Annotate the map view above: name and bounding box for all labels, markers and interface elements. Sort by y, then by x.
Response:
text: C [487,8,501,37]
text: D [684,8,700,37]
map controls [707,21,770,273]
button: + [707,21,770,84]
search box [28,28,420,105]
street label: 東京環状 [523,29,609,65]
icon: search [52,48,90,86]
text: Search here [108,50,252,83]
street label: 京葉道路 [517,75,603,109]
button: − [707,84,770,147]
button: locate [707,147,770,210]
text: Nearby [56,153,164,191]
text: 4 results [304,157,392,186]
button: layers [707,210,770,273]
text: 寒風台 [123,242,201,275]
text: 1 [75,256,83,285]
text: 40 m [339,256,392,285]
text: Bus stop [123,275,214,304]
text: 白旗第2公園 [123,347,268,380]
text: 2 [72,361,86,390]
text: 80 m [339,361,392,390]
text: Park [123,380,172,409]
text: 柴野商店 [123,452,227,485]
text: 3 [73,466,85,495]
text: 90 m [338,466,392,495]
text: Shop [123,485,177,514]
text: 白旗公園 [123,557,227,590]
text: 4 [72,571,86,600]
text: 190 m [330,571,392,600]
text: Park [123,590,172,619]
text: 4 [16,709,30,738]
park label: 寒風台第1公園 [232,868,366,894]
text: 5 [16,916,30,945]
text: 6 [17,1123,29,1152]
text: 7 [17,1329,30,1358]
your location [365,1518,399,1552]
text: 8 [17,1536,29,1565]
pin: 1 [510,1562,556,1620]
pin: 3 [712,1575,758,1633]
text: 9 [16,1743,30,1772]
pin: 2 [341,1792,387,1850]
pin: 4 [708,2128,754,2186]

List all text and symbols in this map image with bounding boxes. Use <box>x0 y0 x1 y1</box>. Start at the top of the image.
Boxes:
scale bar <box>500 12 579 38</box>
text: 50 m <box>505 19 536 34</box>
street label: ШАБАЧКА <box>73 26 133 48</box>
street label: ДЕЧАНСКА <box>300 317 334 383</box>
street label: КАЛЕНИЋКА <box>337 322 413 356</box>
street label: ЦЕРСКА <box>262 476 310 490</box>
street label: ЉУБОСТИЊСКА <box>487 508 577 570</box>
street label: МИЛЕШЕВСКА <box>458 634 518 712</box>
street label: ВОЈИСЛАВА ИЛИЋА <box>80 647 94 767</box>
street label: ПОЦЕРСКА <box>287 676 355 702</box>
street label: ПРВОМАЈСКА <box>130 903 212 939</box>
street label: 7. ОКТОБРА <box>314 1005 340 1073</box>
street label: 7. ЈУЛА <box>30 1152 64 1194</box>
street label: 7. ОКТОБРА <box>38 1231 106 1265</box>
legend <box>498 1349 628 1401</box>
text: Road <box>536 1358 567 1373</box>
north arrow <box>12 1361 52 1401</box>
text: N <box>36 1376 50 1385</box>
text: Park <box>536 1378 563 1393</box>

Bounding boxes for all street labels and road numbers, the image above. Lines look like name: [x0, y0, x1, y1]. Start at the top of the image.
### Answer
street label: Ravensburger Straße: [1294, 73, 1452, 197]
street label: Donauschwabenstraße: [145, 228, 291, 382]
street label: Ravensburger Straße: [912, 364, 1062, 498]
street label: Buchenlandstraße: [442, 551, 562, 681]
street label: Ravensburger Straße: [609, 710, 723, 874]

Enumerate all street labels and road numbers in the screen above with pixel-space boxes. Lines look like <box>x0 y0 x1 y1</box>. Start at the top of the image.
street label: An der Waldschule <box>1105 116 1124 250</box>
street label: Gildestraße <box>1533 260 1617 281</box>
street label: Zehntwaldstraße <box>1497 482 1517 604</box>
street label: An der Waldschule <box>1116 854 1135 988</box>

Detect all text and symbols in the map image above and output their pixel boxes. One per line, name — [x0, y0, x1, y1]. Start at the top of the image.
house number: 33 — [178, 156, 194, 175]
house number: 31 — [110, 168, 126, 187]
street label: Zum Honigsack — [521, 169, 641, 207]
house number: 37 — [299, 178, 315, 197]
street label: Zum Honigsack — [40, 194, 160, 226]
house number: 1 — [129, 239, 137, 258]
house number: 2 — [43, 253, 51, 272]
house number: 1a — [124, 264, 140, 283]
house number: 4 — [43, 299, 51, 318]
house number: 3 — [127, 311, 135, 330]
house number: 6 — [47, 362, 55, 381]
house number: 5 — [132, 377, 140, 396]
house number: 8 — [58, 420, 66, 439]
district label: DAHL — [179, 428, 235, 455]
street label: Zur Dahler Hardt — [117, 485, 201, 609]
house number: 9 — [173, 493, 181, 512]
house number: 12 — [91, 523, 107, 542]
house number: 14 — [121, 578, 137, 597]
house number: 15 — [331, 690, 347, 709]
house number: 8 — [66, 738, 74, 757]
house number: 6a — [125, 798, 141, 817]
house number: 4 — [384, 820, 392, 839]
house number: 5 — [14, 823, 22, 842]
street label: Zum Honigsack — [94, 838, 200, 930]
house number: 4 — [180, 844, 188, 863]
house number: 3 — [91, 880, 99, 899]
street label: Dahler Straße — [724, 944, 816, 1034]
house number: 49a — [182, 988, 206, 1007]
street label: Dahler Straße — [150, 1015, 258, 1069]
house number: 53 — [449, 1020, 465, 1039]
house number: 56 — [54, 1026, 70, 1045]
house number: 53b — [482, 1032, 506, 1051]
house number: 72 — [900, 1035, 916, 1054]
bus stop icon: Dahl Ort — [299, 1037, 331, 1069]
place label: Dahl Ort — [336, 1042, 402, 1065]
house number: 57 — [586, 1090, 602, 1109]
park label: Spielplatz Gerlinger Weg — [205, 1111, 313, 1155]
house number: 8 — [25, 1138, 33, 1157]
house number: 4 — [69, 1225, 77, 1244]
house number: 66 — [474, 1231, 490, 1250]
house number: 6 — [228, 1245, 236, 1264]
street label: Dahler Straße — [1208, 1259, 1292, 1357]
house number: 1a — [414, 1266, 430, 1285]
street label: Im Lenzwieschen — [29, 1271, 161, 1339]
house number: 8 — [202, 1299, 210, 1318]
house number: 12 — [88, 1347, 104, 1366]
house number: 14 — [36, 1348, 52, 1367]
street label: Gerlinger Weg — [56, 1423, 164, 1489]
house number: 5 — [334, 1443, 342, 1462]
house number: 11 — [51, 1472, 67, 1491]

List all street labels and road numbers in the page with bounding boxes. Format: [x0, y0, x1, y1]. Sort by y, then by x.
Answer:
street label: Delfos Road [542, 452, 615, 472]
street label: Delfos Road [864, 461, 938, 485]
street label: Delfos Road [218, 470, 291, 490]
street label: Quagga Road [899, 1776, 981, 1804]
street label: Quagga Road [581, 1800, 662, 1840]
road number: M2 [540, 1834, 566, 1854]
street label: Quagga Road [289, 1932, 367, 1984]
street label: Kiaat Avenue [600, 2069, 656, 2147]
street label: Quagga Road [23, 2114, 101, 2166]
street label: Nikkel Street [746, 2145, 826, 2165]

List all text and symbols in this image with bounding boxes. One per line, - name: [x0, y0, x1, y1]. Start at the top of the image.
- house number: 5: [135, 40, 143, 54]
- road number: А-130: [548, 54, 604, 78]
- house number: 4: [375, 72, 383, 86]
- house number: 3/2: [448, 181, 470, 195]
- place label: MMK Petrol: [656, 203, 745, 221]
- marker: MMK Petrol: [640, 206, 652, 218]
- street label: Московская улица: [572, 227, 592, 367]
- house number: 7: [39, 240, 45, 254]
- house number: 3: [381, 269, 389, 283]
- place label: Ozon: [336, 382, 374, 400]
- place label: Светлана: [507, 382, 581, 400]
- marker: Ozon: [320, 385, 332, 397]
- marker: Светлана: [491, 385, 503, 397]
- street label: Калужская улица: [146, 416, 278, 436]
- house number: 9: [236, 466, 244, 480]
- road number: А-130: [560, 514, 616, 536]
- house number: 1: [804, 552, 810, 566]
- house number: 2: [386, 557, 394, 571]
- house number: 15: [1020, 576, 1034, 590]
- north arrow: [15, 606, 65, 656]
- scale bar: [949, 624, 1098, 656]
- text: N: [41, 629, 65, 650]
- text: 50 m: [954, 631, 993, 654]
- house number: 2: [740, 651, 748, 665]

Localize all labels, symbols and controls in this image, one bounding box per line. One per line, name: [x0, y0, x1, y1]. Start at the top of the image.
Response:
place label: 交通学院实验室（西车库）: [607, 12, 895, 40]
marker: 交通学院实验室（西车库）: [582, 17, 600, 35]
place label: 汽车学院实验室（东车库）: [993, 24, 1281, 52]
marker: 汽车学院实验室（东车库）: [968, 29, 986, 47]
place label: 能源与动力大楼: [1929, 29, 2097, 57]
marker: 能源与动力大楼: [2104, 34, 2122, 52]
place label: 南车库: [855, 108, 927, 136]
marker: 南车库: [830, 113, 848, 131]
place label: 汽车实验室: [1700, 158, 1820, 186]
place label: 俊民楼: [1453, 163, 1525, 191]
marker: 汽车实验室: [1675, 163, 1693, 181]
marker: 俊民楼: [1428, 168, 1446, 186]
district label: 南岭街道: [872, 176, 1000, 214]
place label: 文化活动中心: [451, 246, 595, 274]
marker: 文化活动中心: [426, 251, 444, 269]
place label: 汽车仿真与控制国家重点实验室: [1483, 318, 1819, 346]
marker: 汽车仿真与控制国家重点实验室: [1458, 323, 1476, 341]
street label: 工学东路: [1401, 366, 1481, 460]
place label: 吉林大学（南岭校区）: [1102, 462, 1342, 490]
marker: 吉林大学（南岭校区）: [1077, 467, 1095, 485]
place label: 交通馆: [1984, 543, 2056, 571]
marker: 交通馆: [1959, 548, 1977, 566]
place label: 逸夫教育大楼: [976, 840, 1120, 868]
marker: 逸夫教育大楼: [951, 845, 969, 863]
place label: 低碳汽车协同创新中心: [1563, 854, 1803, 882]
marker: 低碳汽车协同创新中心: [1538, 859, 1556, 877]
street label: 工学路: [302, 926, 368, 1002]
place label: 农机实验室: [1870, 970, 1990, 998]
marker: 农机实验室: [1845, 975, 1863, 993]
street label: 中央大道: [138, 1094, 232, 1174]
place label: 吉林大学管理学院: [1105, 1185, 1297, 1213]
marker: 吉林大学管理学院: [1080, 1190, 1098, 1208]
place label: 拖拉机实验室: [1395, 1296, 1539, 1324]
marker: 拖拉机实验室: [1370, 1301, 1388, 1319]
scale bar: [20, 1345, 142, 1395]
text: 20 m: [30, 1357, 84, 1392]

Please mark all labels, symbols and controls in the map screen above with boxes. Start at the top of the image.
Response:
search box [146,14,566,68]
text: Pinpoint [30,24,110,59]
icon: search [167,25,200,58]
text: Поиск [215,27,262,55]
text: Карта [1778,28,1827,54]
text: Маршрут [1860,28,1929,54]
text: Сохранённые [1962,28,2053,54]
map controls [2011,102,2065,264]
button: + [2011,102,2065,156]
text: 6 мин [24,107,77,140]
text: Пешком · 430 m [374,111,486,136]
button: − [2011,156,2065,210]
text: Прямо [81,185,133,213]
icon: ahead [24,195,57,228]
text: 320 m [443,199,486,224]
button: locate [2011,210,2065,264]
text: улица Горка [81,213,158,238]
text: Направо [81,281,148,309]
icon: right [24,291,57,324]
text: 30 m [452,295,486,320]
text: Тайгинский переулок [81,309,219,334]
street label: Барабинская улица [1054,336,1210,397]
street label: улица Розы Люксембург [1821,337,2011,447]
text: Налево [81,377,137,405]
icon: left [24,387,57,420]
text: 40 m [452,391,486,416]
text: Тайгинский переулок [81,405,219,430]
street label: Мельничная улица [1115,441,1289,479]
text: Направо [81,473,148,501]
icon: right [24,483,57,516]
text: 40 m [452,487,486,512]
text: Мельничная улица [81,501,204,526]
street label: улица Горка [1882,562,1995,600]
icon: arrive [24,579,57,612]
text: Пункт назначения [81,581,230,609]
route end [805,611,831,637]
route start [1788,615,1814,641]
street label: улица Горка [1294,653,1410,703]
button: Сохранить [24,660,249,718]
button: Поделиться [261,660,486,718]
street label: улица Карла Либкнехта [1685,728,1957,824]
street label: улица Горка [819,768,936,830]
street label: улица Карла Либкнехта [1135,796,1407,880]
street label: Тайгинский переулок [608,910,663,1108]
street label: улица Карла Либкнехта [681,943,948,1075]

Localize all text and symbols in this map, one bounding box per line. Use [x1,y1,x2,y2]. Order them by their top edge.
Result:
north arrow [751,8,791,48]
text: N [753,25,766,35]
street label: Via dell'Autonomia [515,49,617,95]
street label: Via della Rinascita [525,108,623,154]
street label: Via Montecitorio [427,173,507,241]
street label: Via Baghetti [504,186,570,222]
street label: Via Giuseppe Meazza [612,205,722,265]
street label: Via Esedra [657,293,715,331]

-- REQUIRED WORK --
From the entries above, copy every line that holds the word "controls".

-- EXERCISE SOLUTION --
map controls [707,21,770,273]
Localize all labels, symbols and controls in this image, one bounding box per line. One per line, name: [x0, y0, x1, y1]. Start at the top of the image.
Please mark all labels, symbols and controls in the map screen above with boxes. Start at the top of the image.
map controls [2011,102,2065,264]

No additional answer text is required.